In 2012, the agency anticipates continuing at existing service levels while still advancing the capital projects, says Earl.
"Our big hit for the 15-year outlook was last year, when we came to the conclusion that we would be down in sales tax revenue by 25 percent," she says. "My board made program realignment decisions [then] to build as much as we could and still prioritize, making sure that we keep our assets in a state of good repair. … So we are continuing on that theme going into 2012."
In Sound Transit's district, the agency's construction projects are helping to lift a sluggish economy.
"Frankly, we are one of the only builders in town right now — besides the state department of transportation," says Earl. "So we're one of the bigger job sources."
Rail transit and highway construction projects — funded by voter-approved sales tax revenues — are being viewed as a catalyst for job growth in the Los Angeles area, where "the recession is durable," says Los Angeles County Metropolitan Transportation Authority (LACMTA) CEO Art Leahy.

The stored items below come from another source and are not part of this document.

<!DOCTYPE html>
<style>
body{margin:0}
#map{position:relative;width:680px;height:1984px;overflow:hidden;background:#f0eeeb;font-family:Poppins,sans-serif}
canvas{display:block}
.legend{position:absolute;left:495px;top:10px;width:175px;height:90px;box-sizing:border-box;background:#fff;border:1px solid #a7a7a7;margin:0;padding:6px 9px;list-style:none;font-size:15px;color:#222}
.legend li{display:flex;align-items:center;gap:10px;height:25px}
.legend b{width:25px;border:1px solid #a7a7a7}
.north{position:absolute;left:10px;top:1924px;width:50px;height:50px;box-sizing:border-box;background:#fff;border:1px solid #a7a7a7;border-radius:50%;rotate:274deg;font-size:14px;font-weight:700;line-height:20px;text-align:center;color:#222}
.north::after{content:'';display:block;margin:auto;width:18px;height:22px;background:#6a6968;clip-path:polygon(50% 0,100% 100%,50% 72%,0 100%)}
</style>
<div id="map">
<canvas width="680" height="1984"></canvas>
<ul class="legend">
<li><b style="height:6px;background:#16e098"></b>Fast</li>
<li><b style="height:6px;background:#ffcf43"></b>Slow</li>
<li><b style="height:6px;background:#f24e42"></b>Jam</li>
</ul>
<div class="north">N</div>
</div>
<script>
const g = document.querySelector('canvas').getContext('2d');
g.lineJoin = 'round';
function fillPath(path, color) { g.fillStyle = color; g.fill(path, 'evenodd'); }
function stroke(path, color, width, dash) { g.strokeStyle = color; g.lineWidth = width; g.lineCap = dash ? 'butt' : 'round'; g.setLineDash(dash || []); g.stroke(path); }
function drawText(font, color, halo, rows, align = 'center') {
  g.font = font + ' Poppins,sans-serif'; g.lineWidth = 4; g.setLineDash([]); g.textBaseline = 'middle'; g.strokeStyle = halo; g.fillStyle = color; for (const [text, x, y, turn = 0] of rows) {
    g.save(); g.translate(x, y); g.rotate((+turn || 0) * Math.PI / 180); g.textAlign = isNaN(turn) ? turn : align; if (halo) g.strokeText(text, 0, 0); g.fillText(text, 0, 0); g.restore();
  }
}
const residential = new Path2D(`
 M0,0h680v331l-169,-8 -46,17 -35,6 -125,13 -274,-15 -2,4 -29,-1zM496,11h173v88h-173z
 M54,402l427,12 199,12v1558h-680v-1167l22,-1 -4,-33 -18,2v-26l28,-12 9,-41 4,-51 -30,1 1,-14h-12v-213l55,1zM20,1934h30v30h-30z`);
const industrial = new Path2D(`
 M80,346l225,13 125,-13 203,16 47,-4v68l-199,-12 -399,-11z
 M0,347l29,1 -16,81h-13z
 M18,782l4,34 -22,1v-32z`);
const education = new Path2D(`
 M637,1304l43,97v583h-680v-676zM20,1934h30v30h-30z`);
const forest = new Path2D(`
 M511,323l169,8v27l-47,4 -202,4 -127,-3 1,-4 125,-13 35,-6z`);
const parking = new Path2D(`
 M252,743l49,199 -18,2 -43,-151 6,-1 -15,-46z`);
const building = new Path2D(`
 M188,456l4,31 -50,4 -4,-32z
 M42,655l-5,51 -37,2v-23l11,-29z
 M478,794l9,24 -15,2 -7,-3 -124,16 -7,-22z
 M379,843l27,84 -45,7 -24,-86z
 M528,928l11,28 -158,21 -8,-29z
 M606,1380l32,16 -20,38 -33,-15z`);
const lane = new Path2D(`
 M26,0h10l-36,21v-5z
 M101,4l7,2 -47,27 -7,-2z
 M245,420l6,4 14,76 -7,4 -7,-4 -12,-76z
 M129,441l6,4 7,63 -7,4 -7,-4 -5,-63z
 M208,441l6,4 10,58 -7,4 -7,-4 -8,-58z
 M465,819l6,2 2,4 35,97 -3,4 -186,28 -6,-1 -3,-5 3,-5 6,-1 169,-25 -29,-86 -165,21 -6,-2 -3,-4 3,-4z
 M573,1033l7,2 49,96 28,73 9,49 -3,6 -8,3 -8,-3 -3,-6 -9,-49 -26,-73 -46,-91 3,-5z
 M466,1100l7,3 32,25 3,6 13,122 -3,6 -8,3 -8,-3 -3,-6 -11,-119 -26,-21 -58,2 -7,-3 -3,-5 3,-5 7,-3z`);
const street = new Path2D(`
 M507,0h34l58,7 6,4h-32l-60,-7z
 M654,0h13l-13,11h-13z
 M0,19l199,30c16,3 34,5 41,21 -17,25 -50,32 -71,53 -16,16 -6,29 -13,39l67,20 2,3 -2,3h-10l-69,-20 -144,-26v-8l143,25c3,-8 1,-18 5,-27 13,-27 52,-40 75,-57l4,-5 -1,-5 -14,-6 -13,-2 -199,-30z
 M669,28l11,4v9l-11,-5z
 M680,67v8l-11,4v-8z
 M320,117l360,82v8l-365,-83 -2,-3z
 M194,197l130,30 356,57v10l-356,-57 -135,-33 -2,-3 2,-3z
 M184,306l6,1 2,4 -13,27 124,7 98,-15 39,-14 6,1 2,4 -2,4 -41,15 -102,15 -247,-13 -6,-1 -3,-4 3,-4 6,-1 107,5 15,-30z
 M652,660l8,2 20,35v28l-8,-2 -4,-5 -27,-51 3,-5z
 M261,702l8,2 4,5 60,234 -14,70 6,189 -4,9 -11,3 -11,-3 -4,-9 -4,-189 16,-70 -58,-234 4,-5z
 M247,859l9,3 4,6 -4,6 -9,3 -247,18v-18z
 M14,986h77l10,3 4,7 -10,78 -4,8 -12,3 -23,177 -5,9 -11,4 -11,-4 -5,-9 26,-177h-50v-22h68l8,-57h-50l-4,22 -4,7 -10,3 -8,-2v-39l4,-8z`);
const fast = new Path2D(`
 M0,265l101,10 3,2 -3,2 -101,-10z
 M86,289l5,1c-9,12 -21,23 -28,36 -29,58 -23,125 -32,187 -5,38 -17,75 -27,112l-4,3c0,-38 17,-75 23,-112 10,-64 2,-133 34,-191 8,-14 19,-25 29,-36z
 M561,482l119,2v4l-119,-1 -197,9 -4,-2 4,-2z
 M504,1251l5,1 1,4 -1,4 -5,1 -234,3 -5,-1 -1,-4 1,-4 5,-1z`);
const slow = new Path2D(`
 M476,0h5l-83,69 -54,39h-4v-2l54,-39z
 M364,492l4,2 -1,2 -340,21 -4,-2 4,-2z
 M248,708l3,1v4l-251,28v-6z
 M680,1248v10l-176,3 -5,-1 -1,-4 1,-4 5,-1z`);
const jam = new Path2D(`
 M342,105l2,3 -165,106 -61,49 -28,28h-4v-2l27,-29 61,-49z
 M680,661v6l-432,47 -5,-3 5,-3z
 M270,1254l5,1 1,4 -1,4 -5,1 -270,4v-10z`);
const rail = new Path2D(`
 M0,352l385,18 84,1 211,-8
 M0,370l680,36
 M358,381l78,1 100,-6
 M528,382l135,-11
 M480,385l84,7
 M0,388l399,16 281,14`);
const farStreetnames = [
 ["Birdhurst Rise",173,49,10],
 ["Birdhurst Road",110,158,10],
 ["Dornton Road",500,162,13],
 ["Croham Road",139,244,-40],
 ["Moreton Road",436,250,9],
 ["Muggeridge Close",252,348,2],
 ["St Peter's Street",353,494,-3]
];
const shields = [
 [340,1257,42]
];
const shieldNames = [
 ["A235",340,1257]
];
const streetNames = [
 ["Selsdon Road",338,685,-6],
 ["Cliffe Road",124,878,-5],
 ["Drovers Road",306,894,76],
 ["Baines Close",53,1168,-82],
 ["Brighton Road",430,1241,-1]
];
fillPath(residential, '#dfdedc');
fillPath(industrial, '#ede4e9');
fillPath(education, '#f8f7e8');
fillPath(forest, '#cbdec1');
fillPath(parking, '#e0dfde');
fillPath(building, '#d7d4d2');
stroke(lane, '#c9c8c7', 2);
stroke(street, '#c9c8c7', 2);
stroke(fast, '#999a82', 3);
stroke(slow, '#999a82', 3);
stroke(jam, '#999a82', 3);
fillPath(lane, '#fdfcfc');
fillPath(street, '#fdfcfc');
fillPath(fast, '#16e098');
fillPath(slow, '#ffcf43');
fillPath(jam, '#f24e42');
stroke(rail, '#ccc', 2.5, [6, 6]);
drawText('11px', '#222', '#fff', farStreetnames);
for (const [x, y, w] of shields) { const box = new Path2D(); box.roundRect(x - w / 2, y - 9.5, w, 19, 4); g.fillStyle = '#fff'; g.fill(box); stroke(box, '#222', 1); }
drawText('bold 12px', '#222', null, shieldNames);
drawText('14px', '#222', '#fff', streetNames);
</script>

"We monitor sales taxes, and they are down some, but we are seeing some signs that sales tax [revenue] will improve" in 2012, Leahy says. "Farebox handling has been constant and ridership is improving, although it's a little flat on the bus side. But all in all, we are well funded, and we have a very good outlook for the coming year, especially in the context of jumpstarting the economy with jobs."
Still, the agency isn't immune from the state's budget woes or concern over future funding of federal programs, such as New Starts, which is slated to help fund LACMTA light-rail and subway extension projects.
"We need the New Starts program to be maintained," Leahy says.
Infrastructure work, and the funding to pay for it, will be MTA Metro-North Railroad President Howard Permut's biggest concern next year.
In particular, the New Haven Line is in need of major upgrades, including bridge repairs and century-old catenary lines, Permut says. At press time, the agency was waiting for final approval of a capital program in the state of New York that will affect infrastructure improvements on the road's other lines.
"That [program] is really important for us to maintain our infrastructure," he says, noting the "vast majority" of the railroad's plan is for state-of-good-repair projects.
"The last couple of years we have continued to work in a very tough financial environment," says Permut. "We have been affected two ways: We've had to do drastic cost cutting, which we've been able to do with minimal cost to both our employees and the service for our customers. Second, the recession affected us on the revenue side. Ridership took a slight downturn, recovered and is going up again."
On the positive side: The fleet of new M-8 rail cars that Metro-North began to roll out on the New Haven Line earlier this year is a "huge improvement" over the 40-year-old cars that are being replaced, Permut says. He's also feeling upbeat about the railroad's 15-yearHudson Line Station Rehabilitation program that's wrapping up.
Metro-North's other priorities in 2012 will include contract labor negotiations and an initiative to improve real-time customer communication. At the federal level, Permut is keeping an eye on regulations related to positive train control and, of course, the transportation reauthorization legislation. With the exception of those two issues, "I think things are better than they have been," he says.
Permut is hopeful that trend will extend through 2012 and beyond — a sentiment echoed by the other executives.
RTD's Washington says he's optimistic about the long-term outlook for public transportation and the nation's infrastructure in general.
"These are tough times, but most — if not all — of the great infrastructure projects were built during tough times," he says. "We will figure out how to get things done because that's how we do business in this country. I'm optimistic that we'll get through these challenges and create an investment in infrastructure that will be here for the next 100 years."